#### [What you need to do]
Select every line containing the word "Keep" from the material, and copy those lines.
Start of Data section
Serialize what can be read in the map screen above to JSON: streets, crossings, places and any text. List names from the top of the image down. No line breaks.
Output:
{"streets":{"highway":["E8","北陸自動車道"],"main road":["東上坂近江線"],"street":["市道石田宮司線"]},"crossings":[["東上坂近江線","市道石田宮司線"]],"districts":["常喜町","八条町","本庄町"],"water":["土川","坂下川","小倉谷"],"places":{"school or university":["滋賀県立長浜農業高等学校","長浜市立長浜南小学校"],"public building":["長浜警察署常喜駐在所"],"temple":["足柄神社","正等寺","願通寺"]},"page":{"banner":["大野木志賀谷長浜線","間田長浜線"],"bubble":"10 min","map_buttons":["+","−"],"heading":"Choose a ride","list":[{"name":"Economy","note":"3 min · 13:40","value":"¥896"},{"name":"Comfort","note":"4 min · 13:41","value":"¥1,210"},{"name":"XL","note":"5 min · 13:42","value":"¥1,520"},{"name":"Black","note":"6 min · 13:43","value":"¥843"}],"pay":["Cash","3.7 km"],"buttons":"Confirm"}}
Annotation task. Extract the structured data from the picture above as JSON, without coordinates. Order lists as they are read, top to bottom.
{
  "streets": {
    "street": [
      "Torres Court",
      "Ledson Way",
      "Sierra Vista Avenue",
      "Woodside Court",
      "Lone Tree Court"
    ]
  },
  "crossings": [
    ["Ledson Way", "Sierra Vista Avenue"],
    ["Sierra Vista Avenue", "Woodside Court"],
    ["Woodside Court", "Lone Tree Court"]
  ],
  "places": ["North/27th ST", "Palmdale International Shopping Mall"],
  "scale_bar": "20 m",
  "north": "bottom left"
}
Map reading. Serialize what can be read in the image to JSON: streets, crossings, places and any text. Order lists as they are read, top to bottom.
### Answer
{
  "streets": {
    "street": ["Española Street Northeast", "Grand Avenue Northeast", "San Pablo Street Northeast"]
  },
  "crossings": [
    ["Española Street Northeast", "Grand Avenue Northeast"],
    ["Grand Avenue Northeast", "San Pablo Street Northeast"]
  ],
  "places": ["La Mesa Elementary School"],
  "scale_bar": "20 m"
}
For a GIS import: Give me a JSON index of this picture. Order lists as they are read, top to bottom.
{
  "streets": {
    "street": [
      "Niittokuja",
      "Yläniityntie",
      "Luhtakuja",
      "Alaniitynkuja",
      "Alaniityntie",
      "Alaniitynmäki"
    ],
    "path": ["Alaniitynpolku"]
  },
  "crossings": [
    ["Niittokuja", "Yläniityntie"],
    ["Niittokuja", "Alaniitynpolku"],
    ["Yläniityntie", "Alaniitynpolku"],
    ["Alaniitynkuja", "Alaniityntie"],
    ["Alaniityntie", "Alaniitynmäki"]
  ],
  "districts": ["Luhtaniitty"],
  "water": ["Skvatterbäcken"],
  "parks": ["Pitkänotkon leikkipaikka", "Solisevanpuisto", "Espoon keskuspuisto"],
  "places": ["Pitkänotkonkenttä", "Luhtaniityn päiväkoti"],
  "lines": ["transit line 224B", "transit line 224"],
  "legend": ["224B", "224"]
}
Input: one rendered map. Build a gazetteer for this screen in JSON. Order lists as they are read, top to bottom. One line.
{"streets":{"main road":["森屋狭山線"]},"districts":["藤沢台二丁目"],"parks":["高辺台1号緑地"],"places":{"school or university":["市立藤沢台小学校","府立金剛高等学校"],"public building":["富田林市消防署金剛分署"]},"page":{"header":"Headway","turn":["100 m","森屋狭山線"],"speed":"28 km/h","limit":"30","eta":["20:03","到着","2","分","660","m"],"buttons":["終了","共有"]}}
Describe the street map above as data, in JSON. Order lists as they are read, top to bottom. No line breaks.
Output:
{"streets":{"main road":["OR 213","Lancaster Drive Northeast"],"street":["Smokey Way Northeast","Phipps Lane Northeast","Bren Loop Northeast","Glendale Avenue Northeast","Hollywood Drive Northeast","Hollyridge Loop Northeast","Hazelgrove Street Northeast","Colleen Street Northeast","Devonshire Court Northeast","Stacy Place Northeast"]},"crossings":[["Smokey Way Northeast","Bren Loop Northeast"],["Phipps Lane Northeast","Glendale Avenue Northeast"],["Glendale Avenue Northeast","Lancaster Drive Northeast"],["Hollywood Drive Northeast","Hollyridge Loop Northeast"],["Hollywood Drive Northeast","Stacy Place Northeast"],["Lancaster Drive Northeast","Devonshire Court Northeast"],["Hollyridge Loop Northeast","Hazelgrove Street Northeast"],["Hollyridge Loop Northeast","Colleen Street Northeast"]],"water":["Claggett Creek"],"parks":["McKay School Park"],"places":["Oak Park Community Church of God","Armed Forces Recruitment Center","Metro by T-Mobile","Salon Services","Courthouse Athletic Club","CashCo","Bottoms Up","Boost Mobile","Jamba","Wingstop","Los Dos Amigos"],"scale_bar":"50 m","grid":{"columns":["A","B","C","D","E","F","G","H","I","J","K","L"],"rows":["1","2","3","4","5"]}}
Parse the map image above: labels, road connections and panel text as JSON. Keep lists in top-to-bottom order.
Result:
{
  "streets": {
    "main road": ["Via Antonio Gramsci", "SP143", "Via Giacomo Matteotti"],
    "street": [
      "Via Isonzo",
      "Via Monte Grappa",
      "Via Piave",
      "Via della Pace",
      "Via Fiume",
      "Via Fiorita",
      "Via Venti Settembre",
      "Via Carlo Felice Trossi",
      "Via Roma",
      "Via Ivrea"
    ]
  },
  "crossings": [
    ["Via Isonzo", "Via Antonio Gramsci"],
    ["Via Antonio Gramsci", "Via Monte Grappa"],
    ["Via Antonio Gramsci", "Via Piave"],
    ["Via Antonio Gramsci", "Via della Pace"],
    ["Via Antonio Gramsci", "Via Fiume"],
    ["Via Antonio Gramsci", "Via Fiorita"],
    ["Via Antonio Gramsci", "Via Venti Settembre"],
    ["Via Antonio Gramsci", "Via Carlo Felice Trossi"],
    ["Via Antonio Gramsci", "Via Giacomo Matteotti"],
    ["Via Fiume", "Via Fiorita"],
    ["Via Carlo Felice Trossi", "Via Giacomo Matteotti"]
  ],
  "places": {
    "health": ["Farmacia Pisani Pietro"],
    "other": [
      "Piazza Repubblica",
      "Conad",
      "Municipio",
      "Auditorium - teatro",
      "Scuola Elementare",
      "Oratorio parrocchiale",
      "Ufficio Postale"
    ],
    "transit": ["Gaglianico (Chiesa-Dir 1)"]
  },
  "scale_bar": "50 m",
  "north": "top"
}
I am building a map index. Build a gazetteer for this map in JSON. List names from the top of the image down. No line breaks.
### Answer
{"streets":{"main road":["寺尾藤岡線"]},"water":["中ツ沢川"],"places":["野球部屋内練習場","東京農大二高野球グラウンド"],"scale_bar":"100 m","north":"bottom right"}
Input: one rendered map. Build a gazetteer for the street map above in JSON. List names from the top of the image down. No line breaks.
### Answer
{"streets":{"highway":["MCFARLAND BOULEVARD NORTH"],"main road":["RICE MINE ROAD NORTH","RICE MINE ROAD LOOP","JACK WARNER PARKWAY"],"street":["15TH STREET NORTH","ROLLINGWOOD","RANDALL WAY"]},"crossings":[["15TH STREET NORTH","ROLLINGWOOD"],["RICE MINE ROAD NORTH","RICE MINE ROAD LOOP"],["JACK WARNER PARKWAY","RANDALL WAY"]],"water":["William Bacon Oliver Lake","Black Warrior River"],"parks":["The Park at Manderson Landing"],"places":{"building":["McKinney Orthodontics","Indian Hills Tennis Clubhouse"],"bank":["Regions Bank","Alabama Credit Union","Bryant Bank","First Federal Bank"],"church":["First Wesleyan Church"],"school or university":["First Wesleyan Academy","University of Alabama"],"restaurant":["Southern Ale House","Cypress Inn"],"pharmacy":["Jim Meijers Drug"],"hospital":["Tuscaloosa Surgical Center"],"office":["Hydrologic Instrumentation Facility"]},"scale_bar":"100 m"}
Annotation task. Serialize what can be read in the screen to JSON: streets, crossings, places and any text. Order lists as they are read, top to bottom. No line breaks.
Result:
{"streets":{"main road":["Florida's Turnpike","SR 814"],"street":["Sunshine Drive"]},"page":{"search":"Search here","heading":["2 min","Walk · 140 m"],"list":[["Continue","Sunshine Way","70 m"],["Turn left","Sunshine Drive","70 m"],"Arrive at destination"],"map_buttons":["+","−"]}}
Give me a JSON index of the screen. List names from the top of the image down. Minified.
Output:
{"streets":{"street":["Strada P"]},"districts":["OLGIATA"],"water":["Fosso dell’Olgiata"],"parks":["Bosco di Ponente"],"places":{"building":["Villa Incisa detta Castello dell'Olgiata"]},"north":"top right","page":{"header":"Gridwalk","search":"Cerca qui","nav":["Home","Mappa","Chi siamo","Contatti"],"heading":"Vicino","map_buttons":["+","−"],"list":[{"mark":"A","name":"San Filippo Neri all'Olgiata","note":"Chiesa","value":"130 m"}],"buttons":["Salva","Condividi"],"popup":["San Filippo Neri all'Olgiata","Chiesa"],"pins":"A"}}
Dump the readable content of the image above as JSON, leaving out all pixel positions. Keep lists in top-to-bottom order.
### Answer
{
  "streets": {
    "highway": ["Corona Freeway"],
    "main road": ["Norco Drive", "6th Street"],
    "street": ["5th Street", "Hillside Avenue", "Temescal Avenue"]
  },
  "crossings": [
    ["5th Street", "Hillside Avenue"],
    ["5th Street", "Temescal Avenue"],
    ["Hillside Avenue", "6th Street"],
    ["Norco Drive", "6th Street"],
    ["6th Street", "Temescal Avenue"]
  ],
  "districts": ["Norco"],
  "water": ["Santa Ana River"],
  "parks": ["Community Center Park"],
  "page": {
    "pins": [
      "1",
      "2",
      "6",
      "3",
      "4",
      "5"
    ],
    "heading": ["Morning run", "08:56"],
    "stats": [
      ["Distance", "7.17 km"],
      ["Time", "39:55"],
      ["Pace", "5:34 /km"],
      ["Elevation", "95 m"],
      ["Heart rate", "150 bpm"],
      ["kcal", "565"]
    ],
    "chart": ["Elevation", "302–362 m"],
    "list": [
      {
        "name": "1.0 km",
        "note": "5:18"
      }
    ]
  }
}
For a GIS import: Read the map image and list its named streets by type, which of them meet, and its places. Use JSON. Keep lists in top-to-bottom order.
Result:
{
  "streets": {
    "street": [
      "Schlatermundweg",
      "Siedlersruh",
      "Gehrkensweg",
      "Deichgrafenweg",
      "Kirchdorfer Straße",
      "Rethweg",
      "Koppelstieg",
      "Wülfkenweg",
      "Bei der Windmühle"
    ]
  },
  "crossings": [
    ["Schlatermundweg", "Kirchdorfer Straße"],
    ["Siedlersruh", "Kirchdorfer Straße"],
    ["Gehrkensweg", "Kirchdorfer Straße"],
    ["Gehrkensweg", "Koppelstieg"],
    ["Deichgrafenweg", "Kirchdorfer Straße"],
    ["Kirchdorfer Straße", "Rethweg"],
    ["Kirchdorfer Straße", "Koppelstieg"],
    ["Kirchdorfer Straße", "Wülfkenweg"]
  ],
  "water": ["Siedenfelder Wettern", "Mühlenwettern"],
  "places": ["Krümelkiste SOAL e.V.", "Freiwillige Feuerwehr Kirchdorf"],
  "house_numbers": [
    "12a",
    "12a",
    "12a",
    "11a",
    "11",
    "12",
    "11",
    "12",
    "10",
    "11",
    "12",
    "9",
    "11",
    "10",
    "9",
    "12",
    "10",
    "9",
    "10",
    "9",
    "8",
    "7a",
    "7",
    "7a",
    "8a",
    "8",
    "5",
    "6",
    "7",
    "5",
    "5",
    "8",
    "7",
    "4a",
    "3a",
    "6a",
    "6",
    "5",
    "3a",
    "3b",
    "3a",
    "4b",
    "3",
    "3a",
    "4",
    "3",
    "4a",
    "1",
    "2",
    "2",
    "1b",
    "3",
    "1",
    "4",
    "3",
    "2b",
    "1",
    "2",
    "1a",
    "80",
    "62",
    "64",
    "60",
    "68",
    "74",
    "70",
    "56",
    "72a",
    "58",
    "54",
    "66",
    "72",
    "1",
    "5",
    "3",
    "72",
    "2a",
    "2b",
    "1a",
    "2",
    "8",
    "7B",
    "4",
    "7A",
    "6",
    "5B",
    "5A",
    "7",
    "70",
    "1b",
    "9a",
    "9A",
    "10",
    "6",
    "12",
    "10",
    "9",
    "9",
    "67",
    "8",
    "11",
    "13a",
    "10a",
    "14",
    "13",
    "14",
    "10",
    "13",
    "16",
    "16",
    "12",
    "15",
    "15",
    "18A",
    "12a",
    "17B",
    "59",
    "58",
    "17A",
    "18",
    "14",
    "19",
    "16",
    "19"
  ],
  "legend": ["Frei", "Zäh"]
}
End of Data section
#### [Task result]
Parse the map image above: labels, road connections and panel text as JSON. Keep lists in top-to-bottom order.
Dump the readable content of the image above as JSON, leaving out all pixel positions. Keep lists in top-to-bottom order.
For a GIS import: Read the map image and list its named streets by type, which of them meet, and its places. Use JSON. Keep lists in top-to-bottom order.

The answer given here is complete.